Référence à la scène skate, si Tony Hawk est un nom qui parle à tout le monde suite à ces prouesses sur une board ainsi qu’une série de jeux vidéos à succès, parlons du groupe dans lequel évolue son fils Riley (pro skater de talent également) à la guitare et au chant : Petyr.
Fort de deux albums (un éponyme en 2017, SMOLYK ainsi qu’un 45t en 2018), le quatuor se distingue par ses guitares saturées et écorchées, sa basse un brin fuzzée ainsi que la voix nasillarde sortie d’outre-tombe et la rythmique tirant sur le saccadé sans pour autant être lourde ni donner l’impression de ne pas avancer.
Leur premier disque sonnait très brut tandis que le deuxième album semblait avoir fait l’objet d’une construction un peu plus soignée, en particulier dans l’enchainement des morceaux.
Le 45t comprenant les morceaux “Emerald Eyes” et “Wasted Soul” permet de voir une certaine maturité dans la composition et le son, notamment avec le titre “Emerald Eyes” qui emmène loin et fort (à ne pas écouter en dessous du volume 9/10 de votre sono).
A noter que Riley Hawk a également lancé dernièrement le groupe Warish dont l’album 5 titres éponymes est plutôt prometteur, avec une base proche de celle de Petyr mais un accent peut-être un peu plus punk/Hardcore en arrière goût par la rapidité de certains morceaux.

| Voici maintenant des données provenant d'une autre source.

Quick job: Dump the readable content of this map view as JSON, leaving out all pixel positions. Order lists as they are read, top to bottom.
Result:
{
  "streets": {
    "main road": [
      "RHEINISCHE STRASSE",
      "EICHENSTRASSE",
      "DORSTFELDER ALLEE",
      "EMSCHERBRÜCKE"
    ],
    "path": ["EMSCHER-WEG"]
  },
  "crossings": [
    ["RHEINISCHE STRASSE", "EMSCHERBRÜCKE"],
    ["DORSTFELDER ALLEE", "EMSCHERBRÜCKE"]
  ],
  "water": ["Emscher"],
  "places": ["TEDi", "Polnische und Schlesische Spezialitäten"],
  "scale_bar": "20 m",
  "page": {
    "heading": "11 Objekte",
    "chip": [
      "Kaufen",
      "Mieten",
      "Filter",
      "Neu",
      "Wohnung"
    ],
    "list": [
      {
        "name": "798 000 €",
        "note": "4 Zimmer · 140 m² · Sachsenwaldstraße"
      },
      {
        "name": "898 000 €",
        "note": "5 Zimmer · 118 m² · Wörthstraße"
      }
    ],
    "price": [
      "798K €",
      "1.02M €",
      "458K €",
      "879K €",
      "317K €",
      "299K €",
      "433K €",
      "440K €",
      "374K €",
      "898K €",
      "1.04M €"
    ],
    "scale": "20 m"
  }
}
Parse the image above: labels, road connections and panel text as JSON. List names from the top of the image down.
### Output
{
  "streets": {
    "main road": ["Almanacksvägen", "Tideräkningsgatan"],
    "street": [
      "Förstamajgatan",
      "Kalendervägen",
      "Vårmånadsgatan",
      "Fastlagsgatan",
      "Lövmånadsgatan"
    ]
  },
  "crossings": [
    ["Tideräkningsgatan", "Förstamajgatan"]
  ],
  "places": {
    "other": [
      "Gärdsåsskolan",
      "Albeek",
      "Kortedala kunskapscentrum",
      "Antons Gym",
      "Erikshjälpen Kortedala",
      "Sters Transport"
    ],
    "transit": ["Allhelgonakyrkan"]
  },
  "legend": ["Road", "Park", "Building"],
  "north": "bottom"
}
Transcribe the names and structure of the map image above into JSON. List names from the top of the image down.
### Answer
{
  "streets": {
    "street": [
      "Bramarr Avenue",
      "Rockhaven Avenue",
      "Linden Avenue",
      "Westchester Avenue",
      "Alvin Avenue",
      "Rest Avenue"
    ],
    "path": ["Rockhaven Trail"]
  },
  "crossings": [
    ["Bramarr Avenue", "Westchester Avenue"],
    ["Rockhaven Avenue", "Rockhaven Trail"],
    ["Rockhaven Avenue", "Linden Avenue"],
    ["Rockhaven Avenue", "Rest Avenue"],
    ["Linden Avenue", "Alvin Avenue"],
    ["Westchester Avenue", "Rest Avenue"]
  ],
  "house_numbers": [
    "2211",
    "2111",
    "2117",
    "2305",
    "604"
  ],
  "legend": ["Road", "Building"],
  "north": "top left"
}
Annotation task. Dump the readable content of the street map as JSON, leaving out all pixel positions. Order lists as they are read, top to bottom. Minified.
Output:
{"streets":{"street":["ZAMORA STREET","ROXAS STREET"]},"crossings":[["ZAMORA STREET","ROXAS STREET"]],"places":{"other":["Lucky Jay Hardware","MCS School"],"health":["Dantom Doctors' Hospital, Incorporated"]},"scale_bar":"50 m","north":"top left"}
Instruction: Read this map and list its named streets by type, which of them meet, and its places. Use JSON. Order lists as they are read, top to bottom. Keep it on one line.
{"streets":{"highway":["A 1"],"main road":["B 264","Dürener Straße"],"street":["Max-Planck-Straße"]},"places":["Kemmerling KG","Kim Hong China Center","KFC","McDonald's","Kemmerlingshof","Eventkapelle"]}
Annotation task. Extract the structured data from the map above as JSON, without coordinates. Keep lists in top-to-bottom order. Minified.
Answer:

Morceaux choisis : Emeral Eyes, Texas Igloo, Satori III, Vambo/Buffalo Stampede, Salt Lake, Smolyk Part 1 / 2 / 3 / 4.

Tel une line (enchainement de figures en skateboard), après la tartasse reçue du fils Hawk, on reprend un peu de vitesse à travers les ditches de San Diego avec le groupe Arctic composé de trois skaters pro («  Figgy », « Nuge » et « Frecks »). Avec son album éponyme à cinq morceaux sorti en 2016, le son de Arctic se rapproche pas mal de celui de Petyr avec de la distorsion à moitié cradingue qui vous découpe tandis que la batterie vous enfonce des clous dans les rotules et que la basse feint de vous masser avec son marteau.
Le groupe alterne entre lourdeur/lenteur et passages qui accélèrent sur un coup de tête pour vous propulser avant de vous stopper net à coup de board en plein dans la face.

Morceaux choisis : Over Smoked, Cryptic Black Sun, Burnt Ice.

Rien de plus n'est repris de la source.